The statement issued shortly after 1 a.m. said:

"This mission was not motivated by hostility toward Iran or the Iranian people, and there were no Iranian casualties. Preparations for the rescue mission were ordered for humanitarian reasons, to protect the national interests of this country and to alleviate international tensions."

Officials at the Pentagon in the early-morning hours today declined to give any details of the abortive operation, asserting that some military activities related to the rescue attempt were still in progress.

In Tehran, Iranian leaders ordered an immediate investigation into the White House announcement but appeared to have few details themselves of precisely what had occurred, Washington Post correspondent William Branigin reported.

Army commander-in-chief Maj.

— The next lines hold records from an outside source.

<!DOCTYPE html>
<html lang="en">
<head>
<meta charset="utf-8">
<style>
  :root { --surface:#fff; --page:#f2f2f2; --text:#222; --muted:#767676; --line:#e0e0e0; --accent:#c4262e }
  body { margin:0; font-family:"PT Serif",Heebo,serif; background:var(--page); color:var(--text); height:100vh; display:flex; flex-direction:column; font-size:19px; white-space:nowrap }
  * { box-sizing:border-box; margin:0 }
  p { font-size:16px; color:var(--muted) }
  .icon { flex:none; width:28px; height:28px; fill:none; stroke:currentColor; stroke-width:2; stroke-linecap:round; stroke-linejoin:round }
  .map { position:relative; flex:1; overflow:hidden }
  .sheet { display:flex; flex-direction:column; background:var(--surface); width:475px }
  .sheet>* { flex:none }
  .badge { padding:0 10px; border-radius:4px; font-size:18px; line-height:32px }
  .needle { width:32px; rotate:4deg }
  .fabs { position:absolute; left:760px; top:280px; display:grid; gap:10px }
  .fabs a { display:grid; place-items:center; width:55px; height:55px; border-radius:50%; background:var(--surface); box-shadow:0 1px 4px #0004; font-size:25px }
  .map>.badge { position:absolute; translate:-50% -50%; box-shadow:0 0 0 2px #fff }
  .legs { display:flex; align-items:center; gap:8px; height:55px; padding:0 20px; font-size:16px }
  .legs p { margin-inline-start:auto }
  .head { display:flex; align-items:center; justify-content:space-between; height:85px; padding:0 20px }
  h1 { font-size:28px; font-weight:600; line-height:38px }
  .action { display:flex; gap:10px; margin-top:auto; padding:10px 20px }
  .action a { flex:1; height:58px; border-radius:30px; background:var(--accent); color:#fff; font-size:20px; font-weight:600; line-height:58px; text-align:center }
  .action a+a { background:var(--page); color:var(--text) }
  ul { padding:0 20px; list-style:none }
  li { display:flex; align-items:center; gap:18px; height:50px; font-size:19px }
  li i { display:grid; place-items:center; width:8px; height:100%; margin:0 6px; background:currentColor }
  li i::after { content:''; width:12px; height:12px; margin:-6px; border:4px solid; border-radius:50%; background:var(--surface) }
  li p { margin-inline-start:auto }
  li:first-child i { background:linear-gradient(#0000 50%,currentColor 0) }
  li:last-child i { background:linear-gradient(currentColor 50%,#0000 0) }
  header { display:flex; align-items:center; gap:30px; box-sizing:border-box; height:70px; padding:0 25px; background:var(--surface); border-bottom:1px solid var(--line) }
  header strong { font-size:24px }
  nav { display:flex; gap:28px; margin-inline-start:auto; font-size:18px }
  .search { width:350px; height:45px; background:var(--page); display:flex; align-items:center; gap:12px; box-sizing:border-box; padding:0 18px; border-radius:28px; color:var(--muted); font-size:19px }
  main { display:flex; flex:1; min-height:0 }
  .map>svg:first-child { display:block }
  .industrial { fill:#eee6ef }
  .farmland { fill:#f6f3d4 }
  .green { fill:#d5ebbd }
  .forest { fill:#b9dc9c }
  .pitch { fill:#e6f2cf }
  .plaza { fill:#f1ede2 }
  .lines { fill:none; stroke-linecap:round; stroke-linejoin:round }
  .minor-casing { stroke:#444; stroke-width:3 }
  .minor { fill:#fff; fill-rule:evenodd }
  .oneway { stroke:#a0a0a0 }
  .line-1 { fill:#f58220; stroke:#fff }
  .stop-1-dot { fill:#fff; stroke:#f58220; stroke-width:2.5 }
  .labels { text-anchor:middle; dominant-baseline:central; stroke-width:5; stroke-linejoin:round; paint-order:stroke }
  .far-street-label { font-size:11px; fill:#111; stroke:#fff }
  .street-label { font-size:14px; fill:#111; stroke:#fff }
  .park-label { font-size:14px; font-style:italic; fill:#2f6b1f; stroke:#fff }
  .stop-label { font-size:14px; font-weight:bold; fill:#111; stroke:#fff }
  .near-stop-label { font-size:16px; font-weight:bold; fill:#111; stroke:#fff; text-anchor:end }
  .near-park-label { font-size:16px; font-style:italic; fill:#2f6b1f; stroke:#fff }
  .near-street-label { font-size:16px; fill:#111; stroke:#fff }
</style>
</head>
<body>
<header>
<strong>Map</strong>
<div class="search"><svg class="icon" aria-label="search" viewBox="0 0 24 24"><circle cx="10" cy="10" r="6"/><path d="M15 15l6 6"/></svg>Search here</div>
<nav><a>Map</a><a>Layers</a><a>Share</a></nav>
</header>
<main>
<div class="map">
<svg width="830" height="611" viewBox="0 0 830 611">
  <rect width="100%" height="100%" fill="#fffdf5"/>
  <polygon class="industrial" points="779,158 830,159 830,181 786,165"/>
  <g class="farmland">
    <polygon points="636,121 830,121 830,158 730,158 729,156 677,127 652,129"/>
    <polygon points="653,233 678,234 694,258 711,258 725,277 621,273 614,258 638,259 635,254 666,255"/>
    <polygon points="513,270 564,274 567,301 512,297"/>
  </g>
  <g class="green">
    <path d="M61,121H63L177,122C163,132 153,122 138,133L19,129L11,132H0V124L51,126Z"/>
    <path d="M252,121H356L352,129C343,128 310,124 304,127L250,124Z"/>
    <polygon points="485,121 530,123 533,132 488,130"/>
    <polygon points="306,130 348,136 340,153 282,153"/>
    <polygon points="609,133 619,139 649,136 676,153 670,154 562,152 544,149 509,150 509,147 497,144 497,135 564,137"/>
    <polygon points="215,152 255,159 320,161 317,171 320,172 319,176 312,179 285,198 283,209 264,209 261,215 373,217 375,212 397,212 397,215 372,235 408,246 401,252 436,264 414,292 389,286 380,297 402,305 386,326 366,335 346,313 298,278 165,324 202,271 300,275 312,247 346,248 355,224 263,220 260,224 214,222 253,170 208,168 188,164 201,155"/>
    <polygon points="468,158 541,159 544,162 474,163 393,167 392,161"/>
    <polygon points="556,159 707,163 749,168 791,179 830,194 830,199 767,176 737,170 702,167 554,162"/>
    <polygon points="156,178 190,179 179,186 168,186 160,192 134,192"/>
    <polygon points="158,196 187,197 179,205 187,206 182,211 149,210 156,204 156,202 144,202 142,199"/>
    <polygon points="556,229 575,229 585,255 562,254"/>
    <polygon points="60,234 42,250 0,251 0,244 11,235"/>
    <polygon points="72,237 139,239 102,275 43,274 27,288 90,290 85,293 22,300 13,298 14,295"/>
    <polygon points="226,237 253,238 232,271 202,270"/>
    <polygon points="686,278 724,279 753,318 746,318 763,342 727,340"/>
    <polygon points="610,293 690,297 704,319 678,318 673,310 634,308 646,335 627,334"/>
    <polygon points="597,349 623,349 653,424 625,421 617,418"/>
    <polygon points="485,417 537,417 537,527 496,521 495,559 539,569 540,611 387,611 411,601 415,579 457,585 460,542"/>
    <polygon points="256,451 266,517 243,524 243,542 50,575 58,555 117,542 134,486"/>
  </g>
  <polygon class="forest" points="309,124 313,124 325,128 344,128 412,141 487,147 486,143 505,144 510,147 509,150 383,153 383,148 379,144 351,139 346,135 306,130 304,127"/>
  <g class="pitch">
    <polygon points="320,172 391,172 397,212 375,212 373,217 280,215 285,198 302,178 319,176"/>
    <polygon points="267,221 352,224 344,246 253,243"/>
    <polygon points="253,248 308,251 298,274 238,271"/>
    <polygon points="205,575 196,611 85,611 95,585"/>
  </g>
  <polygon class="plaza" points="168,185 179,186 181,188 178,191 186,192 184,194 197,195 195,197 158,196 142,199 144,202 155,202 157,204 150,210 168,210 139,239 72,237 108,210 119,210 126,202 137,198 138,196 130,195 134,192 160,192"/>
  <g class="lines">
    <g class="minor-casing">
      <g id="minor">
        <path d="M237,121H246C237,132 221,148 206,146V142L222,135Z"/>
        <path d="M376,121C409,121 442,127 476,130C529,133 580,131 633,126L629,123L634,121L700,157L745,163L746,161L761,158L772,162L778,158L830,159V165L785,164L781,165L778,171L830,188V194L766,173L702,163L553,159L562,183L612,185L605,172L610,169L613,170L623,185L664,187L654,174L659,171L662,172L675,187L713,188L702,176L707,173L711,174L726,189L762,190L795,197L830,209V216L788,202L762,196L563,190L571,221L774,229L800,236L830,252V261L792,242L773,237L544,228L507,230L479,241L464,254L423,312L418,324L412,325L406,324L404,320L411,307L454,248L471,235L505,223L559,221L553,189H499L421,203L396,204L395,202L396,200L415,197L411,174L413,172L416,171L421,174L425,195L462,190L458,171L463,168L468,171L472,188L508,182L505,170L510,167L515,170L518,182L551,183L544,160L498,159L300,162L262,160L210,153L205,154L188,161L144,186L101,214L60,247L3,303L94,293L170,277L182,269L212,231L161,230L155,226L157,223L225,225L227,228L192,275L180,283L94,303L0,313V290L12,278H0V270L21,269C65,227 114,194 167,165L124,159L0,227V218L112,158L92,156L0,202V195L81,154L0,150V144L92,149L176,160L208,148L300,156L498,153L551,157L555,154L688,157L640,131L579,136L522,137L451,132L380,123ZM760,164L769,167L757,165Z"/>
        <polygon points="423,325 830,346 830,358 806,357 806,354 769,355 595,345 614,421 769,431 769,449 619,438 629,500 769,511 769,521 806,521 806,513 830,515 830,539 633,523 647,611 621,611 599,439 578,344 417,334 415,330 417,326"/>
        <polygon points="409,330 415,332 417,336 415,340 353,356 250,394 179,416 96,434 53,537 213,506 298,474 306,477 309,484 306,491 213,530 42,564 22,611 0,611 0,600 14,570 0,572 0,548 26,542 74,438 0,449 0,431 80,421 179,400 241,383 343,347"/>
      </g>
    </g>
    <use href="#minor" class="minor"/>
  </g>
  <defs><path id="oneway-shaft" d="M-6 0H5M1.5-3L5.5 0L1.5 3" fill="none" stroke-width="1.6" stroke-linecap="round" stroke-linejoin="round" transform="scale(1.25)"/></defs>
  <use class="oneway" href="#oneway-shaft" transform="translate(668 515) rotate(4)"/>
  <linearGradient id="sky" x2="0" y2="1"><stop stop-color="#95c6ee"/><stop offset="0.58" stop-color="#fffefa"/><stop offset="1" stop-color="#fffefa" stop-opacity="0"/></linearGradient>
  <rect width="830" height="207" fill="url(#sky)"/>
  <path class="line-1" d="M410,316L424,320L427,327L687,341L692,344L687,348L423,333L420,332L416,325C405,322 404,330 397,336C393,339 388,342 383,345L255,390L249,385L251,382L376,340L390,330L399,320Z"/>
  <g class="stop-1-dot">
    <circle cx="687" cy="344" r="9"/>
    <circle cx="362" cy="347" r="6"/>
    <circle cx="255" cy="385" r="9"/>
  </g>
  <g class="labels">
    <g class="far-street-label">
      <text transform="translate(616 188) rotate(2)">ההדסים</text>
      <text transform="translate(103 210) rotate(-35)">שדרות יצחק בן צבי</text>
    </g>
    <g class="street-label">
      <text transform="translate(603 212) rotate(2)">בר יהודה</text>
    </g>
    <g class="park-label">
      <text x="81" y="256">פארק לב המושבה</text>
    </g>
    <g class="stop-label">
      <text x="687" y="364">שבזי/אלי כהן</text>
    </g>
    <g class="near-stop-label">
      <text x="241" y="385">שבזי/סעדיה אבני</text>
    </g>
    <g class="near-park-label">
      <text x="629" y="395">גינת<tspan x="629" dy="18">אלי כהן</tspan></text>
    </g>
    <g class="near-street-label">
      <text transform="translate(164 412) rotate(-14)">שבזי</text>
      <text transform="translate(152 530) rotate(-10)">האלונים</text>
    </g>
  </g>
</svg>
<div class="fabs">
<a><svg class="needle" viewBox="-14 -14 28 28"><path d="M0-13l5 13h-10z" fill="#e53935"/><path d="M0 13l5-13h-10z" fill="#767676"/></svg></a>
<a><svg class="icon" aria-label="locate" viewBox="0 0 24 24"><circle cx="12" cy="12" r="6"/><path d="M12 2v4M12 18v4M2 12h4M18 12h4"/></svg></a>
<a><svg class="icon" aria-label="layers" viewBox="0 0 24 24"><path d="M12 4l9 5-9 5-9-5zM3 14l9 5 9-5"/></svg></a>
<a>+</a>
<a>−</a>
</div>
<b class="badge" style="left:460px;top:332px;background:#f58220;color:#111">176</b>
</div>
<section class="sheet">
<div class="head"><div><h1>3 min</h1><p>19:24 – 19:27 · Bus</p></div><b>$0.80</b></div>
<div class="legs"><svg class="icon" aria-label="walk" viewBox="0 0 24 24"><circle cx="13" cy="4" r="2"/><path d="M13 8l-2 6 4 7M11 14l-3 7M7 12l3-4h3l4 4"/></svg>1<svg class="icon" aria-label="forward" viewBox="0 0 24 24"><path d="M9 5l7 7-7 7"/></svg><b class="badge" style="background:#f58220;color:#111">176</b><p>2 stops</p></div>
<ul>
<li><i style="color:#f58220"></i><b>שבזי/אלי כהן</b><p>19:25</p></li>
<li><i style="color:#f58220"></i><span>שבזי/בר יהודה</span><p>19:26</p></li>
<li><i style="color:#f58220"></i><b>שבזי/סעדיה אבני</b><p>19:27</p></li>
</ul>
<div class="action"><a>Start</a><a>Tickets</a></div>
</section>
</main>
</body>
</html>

Gen. Hadi Shadmehr said he had no indication of exactly where the aircraft collided, but his staff was checking all airstrips in the country. Diplomatic sources in Tehran said they had received reports of a landing in the southeastern Iranian province of Baluchistan Wednesday night [midday Wednesday in Washington] but had no confirmation of that.

At the State Department, Mark Johnson, an official of the Iran working group, said in the early morning that "we have no evidence of any reaction against the hostages."

Members of the families of 53 hostages held in Iran since last Nov. 4 were awakened with telephone calls from the government last night, notifying them of the raid and its failure.

In the highest control centers of Washington, the top officials of the government were meeting through the night -- the president at the White House, secretary of defense at the Pentagon and the secretary of state in Foggy Bottom. President Carter canceled a weekend trip to Camp David and scheduled a 7 a.m. appearance on network television.

"The United States continues to hold the government of Iran responsible for the safety of the American hostages," the White House said early today in its statement.

"The United States remains determined to obtain their safe release at the earliest possible date."

Bonnie Graves, the wife of one hostage held in the Tehran embassy, reacted sharply to the news: "I'm in a bit of shock and not very coherent," she said in tears from her home in Reston. "This is not what I call peaceful means. We've waited six months. Why couldn't we have waited a little longer?"

In London, Louisa Kennedy, wife of another hostage, said she was shocked and appalled by the news. "I hope nothing will happen to the hostages," she said. "I thought that American officials had decided not to do something like this."

The wife of one hostage, who asked that she not be identified, said she was stunned by the news of the aborted rescue attempt. "I just find it hard to believe that they could have been so uncoordinated, so clumsy." she said. "It doesn't sound like our army."

A week ago, President Carter began to warn of the possibilities of military action in Iran if there were no movement toward ending the crisis. At his news conference last Thursday, Carter urged news media organizations to consider pulling their correspondents from Iran, and the same warning was repeated by others in the govenment but not with any suggestion that an operation was indeed taking shape.

At a meeting earlier this week of senior White House staff members Hamilton Jordan assured worried officials that the United States was not contemplating a rescue raid, according to an account of the meeting carried in the Los Angeles Times. "Jordan told them flat out it had been studied and just wasn't feasible," an aide said then.